Opposition must escape Ruto's trap and audit his performance
Barrack Muluka
By
Barrack Muluka
| May 03, 2026
Kenya’s opposition leaders may need to change tack in the face of a runaway rhetorical President. They need to slow him down, stop chasing him, and reshape the political arena through more meaningful conversations.
President William Ruto needs a genuine delivery audit. He must be moved from endless loud performative drama across the country to a proper reckoning with his promises.
Ruto has discovered a simple but potent political formula: govern loudly, campaign endlessly, delegitimise criticism, keep opponents distracted, and never allow yourself to be audited.
This is why Kenyans are not discussing the 47 county charters he signed in 2022. His own promissory instruments are not the central texts of national political conversation. Why have they disappeared?
Instead, the President engages the country in endless self-congratulation. His politics is loud, emotional, and relentlessly theatrical. He is perpetually on the move: “launching projects,” addressing roadside rallies, extolling “achievements,” and attacking critics.
Meanwhile, opposition leaders appear trapped in a reactive loop. Ruto baits them from event to event. They rebut insults, amplify outrage, and answer provocation with provocation.
This is not a strategy. It is a strategic capture. The result is a reciprocal spectacle. Yet beneath what sounds like presidential verbosity lies a deeper logic. Ruto is not merely campaigning early.
He is setting the political tempo, shifting attention away from what matters. Tempo is power. An incumbent enjoys structural advantages unavailable to the opposition: state platforms, official visibility, logistical machinery, symbolic authority, continuous media coverage, and the ability to turn every governance tour into politics.
To chase him at his preferred speed is to risk exhaustion; organisationally, financially, emotionally, and narratively. The opposition must refuse to be dragged into Ruto’s theatrical trap.
This is where the President is most vulnerable. In 2022, he campaigned on concrete promises. He signed 47 county charters, one for each county, detailing commitments to local electorates. He also signed sectoral and demographic charters for women, youth, persons with disabilities, and other constituencies. These were not campaign ornaments. They were promissory instruments.

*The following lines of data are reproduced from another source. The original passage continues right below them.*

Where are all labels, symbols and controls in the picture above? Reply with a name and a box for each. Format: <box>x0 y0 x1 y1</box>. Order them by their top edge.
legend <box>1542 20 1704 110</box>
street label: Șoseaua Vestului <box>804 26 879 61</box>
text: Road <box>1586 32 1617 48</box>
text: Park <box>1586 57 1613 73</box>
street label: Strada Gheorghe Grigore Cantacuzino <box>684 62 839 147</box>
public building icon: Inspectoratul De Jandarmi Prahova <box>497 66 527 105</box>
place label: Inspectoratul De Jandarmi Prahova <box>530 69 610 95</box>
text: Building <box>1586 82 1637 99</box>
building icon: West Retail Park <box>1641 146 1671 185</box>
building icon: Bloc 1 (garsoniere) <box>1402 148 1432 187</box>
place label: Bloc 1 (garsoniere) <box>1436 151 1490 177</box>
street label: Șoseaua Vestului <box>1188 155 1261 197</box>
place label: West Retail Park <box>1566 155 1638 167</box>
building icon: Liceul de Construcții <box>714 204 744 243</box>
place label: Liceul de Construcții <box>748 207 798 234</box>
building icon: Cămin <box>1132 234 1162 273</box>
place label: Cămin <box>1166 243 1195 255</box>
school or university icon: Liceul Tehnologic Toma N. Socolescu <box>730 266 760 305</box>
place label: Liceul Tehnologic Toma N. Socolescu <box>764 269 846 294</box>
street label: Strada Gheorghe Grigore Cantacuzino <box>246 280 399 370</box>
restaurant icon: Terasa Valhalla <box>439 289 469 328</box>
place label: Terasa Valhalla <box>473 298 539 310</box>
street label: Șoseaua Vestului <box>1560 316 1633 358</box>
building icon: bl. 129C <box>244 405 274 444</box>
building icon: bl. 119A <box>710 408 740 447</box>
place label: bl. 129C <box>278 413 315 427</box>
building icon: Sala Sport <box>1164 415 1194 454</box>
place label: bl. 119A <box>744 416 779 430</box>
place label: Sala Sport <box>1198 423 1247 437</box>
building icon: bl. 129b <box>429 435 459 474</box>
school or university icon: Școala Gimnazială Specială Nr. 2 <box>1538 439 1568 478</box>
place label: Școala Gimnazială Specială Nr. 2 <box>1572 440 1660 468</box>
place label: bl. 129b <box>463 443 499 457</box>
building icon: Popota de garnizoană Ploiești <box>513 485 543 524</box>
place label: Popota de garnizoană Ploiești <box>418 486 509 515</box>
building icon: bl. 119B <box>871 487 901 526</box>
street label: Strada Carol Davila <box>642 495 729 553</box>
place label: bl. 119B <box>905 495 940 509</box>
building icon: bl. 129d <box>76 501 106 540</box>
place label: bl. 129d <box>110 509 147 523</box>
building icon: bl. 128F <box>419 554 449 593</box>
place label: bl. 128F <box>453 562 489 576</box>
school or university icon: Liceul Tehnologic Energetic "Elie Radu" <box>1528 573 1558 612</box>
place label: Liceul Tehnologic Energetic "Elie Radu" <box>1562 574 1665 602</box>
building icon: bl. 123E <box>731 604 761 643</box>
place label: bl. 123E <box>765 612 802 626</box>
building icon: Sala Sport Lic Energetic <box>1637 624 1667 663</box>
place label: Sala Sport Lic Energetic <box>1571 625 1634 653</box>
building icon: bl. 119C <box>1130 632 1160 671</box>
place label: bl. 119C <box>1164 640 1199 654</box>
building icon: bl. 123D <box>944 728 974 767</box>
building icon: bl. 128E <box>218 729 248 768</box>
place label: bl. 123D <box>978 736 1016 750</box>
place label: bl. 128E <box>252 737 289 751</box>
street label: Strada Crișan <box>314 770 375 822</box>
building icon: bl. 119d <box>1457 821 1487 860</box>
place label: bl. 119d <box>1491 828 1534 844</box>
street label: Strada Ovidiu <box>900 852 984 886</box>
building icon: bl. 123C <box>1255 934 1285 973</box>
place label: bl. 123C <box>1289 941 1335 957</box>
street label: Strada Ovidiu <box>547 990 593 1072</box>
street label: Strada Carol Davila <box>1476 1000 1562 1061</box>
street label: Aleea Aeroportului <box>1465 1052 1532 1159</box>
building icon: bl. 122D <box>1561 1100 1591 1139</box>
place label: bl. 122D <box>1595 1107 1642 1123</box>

They transformed political pledges into documentary commitments. They should now form the backbone of national political debate. A disciplined opposition has a simple task: refuse the theatrics, disrupt the tempo, and metaphorically sit the President down and ask simple questions. What was promised in County A? What has been delivered? What has failed?
Repeat this county by county. No drama. No insults. No emotional detours. Just evidence. This is precisely what is missing. Instead, the political arena is a noisy chamber, where everyone is shouting, and almost nobody is listening. This benefits the incumbent. Ruto’s most consequential promises are directly measurable.
Cost of living, taxation, borrowing, affordable housing, universal healthcare, corruption, employment, and economic recovery are not abstract ideological propositions. Citizens can test them against lived experience. Food prices, taxes, and debt are measurable. Jobs and hospital experiences are measurable, too.
Reality is simply stubborn. This makes structured audits politically dangerous. Ruto knows this. His rhetorical aggression is therefore politically functional. When critics are described as “stupid,” “brainless,” “tribal,” or “criminal,” something important is happening. Criticism is being delegitimised without being engaged.
Arguments are deflected from substance to character. Opponents are framed as “defective actors” to be dismissed, not interlocutors to be answered. Politics becomes spectacle. It energizes supporters while demoralising opponents. Most importantly, it changes the subject.
Politics dominated by insults and personality warfare leaves little room for auditing signed promises. Noise displaces accounting. This is the heart of the matter. The opposition must replace Ruto’s emotional acceleration with political accounting. It must disrupt his runaway rhythm and deny him narrative control. He is often only too desperate to control the conversation.
Ruto appears to understand that in a noisy democracy, velocity can substitute for scrutiny. Move fast enough. Speak often enough. Provoke regularly enough. Opponents may never get time to count. This is, unless, of course, they finally stop running after him and begin calling him to proper audits. They have their own template to use. If they cannot do this, then they must operate in the space of strategic surrender.
One last thing, they must get their act together on the little matter of internal cohesion, beyond the rhetoric of calling themselves “the united alternative government. With this in place, they can invest the rest of their energies in auditing the incumbent, against his own existing written promissory documents.